Marker Stone

This weight, a sandbag, an undertow.
My heart is thinned by a marker stone.
A cold white stone on living grass
Black arrow etched in distance past
The grim sight gives the traveler’s stead
Ability to decide if its ready
To take the path he journeys on
Or rest in pasture’s green warm song
But city’s distance furrows his brow
His character is not in this wasteland sown
Birds pluck the shelled life untold
From gutter’s refuse, from cracks in boulders
How weighty on his thoughts that rock
That monument to what lies locked
Behind the wall of city dweller’s face
Where Devil and Angel wings are traced.
What wealth the poor are beaten to take
On what poverty the rich have all things staked
Forbearing all this with a heavy heart
His tired feet have sorely smarted
A friend passed this way once before
If only he had not swung so loosely his sword
That his restructured and suggested way
Be hollowed out down the highwayman’s main.

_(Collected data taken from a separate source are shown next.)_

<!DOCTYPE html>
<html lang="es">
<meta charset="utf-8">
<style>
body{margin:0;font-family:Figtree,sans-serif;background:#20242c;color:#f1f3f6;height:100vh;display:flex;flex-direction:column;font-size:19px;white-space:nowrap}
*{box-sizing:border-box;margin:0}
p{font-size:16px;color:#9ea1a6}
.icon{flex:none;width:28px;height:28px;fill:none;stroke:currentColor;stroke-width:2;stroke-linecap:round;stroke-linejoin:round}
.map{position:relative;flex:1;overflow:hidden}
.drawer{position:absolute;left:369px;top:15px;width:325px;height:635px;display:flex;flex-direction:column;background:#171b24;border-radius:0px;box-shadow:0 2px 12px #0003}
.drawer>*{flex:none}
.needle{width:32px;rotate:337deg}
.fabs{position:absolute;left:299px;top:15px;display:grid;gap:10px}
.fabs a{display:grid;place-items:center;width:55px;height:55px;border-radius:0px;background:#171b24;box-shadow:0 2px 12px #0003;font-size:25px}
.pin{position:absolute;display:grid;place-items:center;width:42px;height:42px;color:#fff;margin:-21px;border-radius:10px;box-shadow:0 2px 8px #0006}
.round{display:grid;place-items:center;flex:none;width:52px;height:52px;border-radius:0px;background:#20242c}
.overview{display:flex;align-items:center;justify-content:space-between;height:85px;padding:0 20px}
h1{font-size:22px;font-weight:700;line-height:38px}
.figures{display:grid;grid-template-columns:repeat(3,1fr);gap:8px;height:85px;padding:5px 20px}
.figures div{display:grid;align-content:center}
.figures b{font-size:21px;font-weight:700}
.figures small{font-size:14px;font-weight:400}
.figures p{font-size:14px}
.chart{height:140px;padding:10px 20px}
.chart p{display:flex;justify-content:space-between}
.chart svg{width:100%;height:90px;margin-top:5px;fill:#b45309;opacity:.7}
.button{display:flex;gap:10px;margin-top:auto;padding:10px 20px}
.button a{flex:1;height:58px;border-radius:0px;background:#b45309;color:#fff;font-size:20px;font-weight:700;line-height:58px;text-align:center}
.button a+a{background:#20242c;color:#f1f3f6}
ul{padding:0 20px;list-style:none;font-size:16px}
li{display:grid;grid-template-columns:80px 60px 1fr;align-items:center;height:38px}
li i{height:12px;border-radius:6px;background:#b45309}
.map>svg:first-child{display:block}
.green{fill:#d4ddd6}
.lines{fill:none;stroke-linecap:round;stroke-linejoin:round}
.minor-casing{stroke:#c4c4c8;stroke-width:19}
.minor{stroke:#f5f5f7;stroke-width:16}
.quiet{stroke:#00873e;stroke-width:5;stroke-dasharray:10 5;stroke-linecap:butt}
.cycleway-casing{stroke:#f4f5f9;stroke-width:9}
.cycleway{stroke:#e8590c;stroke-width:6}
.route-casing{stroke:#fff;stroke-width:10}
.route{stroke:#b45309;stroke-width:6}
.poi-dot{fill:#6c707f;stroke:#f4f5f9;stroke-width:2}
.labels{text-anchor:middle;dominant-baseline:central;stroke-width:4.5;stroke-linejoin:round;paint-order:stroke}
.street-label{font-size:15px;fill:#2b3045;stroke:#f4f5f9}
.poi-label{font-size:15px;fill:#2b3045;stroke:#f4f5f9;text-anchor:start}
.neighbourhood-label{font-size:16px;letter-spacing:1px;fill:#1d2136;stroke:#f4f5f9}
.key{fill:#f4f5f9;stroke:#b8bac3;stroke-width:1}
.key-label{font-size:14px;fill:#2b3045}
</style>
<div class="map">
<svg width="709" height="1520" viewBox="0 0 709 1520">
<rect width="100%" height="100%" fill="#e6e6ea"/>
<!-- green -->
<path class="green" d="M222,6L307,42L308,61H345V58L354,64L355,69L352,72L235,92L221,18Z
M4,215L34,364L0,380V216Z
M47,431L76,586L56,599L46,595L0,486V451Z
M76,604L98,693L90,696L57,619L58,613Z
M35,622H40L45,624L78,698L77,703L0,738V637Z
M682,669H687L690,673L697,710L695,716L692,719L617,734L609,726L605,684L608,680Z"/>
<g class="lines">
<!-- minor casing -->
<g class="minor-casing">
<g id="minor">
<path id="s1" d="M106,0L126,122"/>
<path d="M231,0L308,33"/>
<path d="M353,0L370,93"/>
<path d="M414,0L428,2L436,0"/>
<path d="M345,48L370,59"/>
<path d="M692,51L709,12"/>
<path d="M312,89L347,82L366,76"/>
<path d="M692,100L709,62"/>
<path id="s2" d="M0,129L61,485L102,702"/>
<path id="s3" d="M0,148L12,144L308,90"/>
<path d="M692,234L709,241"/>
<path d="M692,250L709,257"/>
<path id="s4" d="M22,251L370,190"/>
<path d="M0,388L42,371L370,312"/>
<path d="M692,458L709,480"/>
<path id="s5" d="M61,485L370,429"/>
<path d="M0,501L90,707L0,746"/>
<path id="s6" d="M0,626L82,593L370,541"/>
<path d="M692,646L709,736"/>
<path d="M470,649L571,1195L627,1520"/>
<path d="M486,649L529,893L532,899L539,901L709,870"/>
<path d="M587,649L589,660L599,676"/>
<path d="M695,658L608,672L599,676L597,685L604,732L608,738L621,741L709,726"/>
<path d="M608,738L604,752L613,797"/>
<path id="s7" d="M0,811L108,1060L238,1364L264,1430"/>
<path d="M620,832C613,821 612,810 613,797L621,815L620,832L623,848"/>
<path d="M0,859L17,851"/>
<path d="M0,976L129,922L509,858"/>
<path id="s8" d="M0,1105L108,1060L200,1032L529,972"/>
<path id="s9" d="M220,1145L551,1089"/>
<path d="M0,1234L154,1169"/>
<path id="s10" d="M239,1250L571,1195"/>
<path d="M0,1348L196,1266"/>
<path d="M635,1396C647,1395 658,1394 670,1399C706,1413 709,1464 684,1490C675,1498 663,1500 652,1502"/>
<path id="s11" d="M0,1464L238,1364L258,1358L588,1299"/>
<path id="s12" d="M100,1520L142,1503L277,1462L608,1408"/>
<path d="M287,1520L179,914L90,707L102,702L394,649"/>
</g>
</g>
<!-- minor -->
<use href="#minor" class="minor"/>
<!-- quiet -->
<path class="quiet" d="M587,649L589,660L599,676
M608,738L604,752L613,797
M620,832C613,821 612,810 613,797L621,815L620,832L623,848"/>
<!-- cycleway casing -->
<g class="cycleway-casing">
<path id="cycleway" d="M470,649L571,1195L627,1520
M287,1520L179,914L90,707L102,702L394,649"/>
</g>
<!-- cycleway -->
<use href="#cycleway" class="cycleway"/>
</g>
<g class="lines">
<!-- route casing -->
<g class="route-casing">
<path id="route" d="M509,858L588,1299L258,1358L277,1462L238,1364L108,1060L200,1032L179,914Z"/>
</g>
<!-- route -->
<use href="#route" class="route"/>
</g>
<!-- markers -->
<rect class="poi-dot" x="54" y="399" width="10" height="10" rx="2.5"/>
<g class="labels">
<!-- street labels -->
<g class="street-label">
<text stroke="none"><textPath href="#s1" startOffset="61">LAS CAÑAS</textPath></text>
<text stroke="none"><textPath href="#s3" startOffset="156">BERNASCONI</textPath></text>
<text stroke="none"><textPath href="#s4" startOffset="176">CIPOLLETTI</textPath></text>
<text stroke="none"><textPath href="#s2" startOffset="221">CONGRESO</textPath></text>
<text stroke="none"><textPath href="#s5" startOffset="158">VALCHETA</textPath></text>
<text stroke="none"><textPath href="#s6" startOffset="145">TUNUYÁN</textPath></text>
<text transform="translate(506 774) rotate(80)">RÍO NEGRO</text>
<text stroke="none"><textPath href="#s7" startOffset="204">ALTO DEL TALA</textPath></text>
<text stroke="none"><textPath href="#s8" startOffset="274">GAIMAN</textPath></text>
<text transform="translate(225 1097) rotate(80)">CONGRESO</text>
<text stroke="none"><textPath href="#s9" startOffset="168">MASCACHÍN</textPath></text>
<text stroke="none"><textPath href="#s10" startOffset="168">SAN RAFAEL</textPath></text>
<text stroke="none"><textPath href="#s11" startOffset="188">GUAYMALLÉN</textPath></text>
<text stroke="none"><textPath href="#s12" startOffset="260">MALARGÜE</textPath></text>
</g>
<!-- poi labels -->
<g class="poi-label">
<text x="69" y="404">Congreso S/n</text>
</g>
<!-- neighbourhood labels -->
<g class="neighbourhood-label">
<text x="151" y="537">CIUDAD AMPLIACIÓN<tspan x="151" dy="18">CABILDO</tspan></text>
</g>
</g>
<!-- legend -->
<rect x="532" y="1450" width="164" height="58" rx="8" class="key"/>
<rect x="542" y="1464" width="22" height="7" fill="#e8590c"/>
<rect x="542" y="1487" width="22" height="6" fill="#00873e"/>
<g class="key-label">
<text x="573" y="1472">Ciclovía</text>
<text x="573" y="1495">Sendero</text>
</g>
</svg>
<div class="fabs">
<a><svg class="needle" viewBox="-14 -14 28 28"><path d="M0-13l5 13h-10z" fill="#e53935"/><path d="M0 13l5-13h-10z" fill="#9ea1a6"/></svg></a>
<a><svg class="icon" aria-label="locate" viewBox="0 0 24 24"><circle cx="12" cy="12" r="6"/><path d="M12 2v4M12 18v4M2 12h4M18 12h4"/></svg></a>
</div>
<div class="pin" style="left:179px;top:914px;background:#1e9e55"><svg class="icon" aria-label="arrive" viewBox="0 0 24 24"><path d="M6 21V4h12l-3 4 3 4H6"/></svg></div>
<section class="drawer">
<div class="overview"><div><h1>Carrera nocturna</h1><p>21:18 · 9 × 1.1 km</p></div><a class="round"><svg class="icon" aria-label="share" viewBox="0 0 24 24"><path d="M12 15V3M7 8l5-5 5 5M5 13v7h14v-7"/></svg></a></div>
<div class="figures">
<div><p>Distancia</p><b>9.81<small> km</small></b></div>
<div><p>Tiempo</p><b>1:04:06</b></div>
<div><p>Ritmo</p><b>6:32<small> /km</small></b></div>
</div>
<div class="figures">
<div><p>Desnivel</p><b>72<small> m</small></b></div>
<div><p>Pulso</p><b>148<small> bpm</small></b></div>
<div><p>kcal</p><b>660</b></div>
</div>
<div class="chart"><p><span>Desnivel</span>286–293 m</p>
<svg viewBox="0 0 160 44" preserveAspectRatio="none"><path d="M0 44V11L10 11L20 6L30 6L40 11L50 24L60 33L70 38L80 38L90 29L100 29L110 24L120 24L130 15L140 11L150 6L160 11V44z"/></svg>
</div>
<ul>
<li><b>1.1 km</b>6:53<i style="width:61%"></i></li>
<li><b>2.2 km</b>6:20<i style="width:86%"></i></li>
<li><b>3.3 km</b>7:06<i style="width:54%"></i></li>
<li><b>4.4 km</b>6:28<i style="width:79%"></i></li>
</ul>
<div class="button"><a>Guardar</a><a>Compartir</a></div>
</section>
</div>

Danger crouching in every shifting dark
Wherein this flattened warrior shaves with sparks
The blade which leaves its scabbard clean
But heavy in the arm the mother weans.
Such steps he takes collapses him despondent
His map suddenly seems of no assistance.
The mile marker helpful for the length
Does not reach into limbs of lead to strengthen.
Broad ways lose many progressions each day.
Only marked paths reach a safe place.
Returning from the desolate wild land
Where his fingers came to clutch the Father’s hands
Finds a quiet soberness in face once glad
To tell his tale in the presence of all lads.
The reason: by this tombstone, he is low.
And feels the greatest distance from his home.